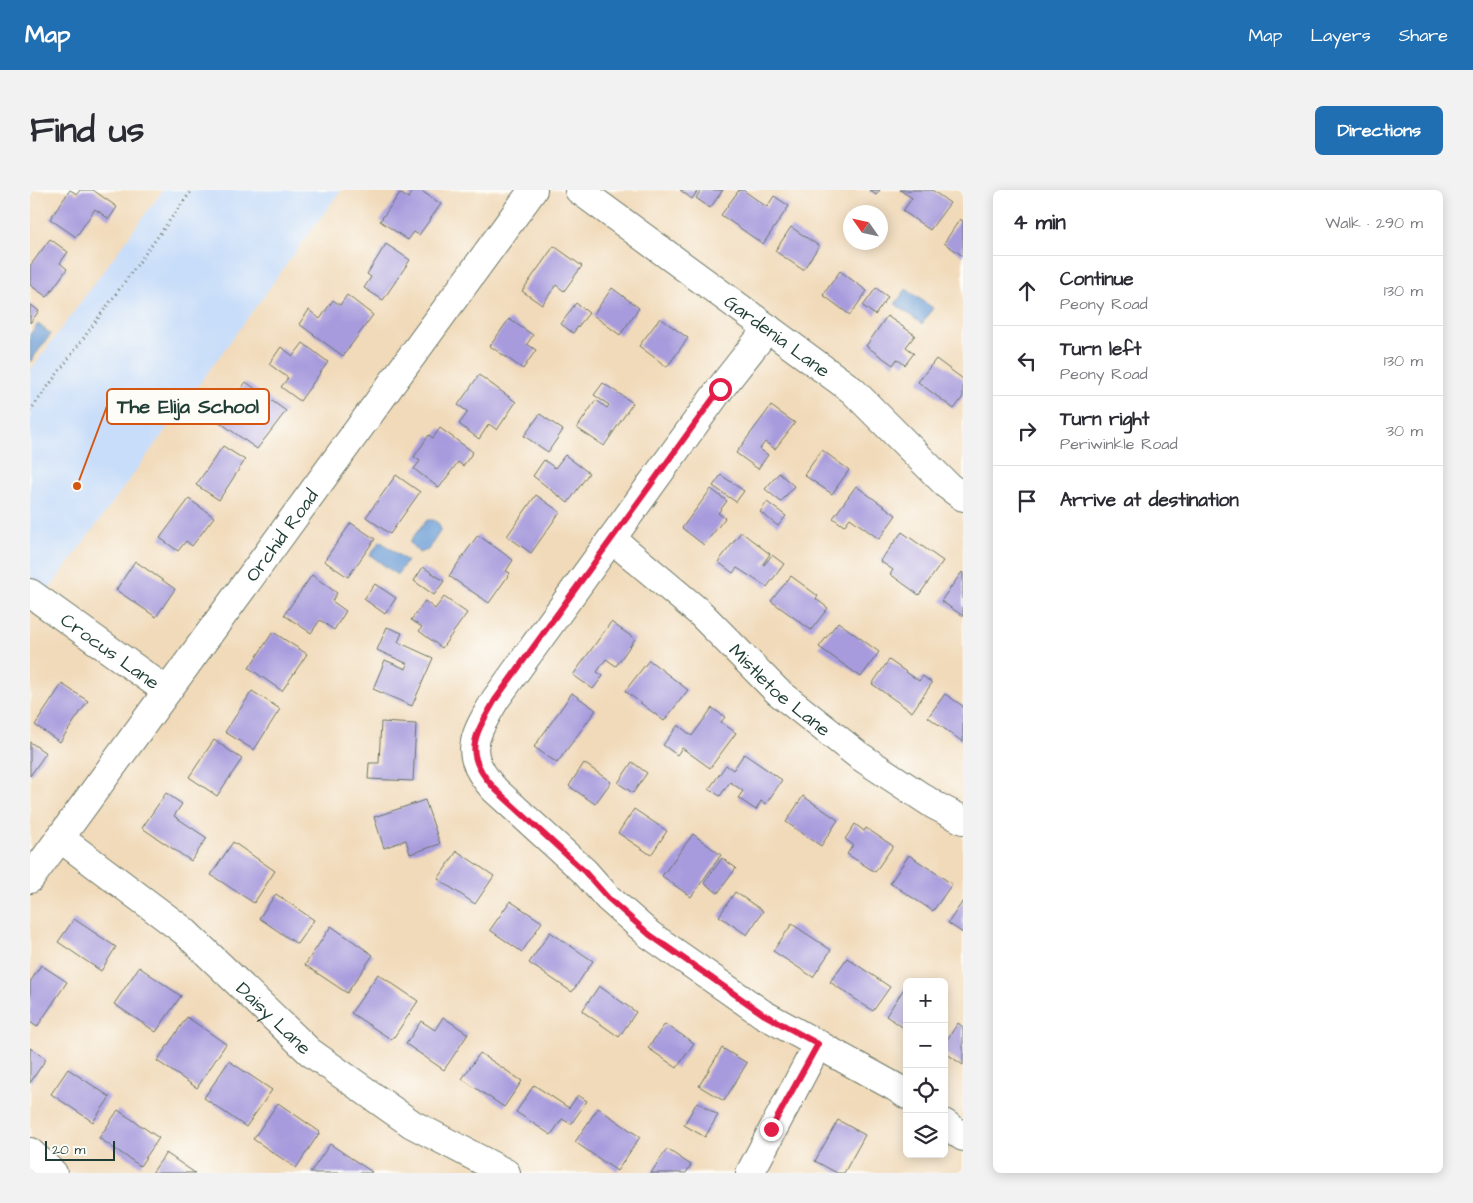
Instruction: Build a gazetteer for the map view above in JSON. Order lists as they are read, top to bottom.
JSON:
{
  "streets": {
    "street": [
      "Gardenia Lane",
      "Orchid Road",
      "Crocus Lane",
      "Mistletoe Lane",
      "Daisy Lane"
    ]
  },
  "crossings": [
    ["Orchid Road", "Crocus Lane"],
    ["Orchid Road", "Daisy Lane"]
  ],
  "places": ["The Elija School"],
  "scale_bar": "20 m",
  "north": "top left",
  "page": {
    "header": "Map",
    "nav": ["Map", "Layers", "Share"],
    "title": "Find us",
    "buttons": "Directions",
    "heading": ["4 min", "Walk · 290 m"],
    "list": [
      ["Continue", "Peony Road", "130 m"],
      ["Turn left", "Peony Road", "130 m"],
      ["Turn right", "Periwinkle Road", "30 m"],
      "Arrive at destination"
    ],
    "map_buttons": ["+", "−"],
    "scale": "20 m"
  }
}
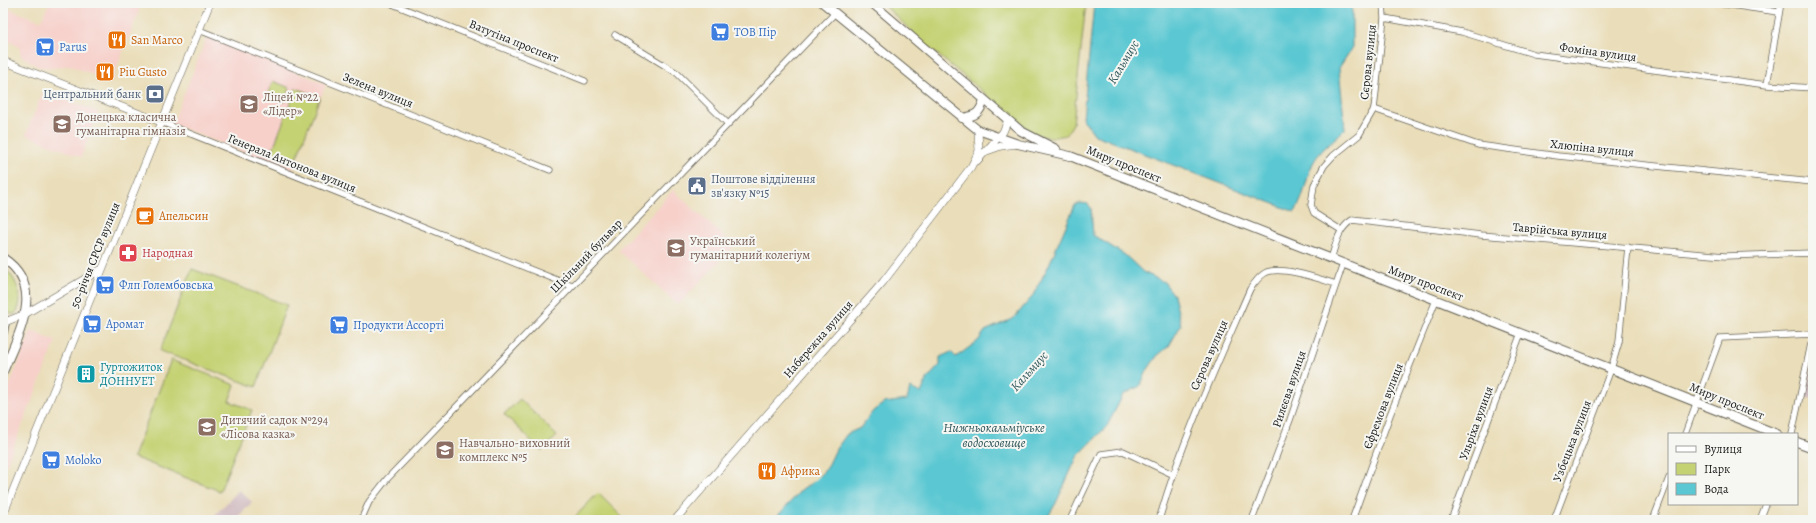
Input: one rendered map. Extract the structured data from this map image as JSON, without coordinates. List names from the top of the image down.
{
  "streets": {
    "main road": ["Миру проспект"],
    "street": [
      "Ватутіна проспект",
      "Фоміна вулиця",
      "Сєрова вулиця",
      "Зелена вулиця",
      "Хлюпіна вулиця",
      "Генерала Антонова вулиця",
      "Таврійська вулиця",
      "50-річчя СРСР вулиця",
      "Шкільний бульвар",
      "Набережна вулиця",
      "Рилєєва вулиця",
      "Єфремова вулиця",
      "Ульріха вулиця",
      "Узбецька вулиця"
    ]
  },
  "crossings": [
    ["Фоміна вулиця", "Сєрова вулиця"],
    ["Сєрова вулиця", "Хлюпіна вулиця"],
    ["Сєрова вулиця", "Таврійська вулиця"],
    ["Сєрова вулиця", "Рилєєва вулиця"],
    ["Зелена вулиця", "50-річчя СРСР вулиця"],
    ["Генерала Антонова вулиця", "50-річчя СРСР вулиця"],
    ["Генерала Антонова вулиця", "Шкільний бульвар"],
    ["Миру проспект", "Шкільний бульвар"],
    ["Миру проспект", "Рилєєва вулиця"],
    ["Миру проспект", "Єфремова вулиця"],
    ["Миру проспект", "Ульріха вулиця"],
    ["Миру проспект", "Узбецька вулиця"],
    ["Таврійська вулиця", "Узбецька вулиця"]
  ],
  "water": ["Кальмиус", "Нижньокальміуське водосховище"],
  "places": {
    "supermarket": [
      "ТОВ Пір",
      "Parus",
      "Флп Голембовська",
      "Аромат",
      "Продукти Ассорті",
      "Moloko"
    ],
    "restaurant": ["San Marco", "Piu Gusto", "Африка"],
    "bank": ["Центральний банк"],
    "school or university": [
      "Ліцей №22 «Лідер»",
      "Донецька класична гуманітарна гімназія",
      "Український гуманітарний колегіум",
      "Дитячий садок №294 «Лісова казка»",
      "Навчально-виховний комплекс №5"
    ],
    "public building": ["Поштове відділення зв'язку №15"],
    "cafe": ["Апельсин"],
    "pharmacy": ["Народная"],
    "building": ["Гуртожиток ДОННУЕТ"]
  },
  "legend": ["Вулиця", "Парк", "Вода"]
}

The problem: Copy each line of the listing above that includes the word "Миру".

Reply to the exercise:
    "main road": ["Миру проспект"],
    ["Миру проспект", "Шкільний бульвар"],
    ["Миру проспект", "Рилєєва вулиця"],
    ["Миру проспект", "Єфремова вулиця"],
    ["Миру проспект", "Ульріха вулиця"],
    ["Миру проспект", "Узбецька вулиця"],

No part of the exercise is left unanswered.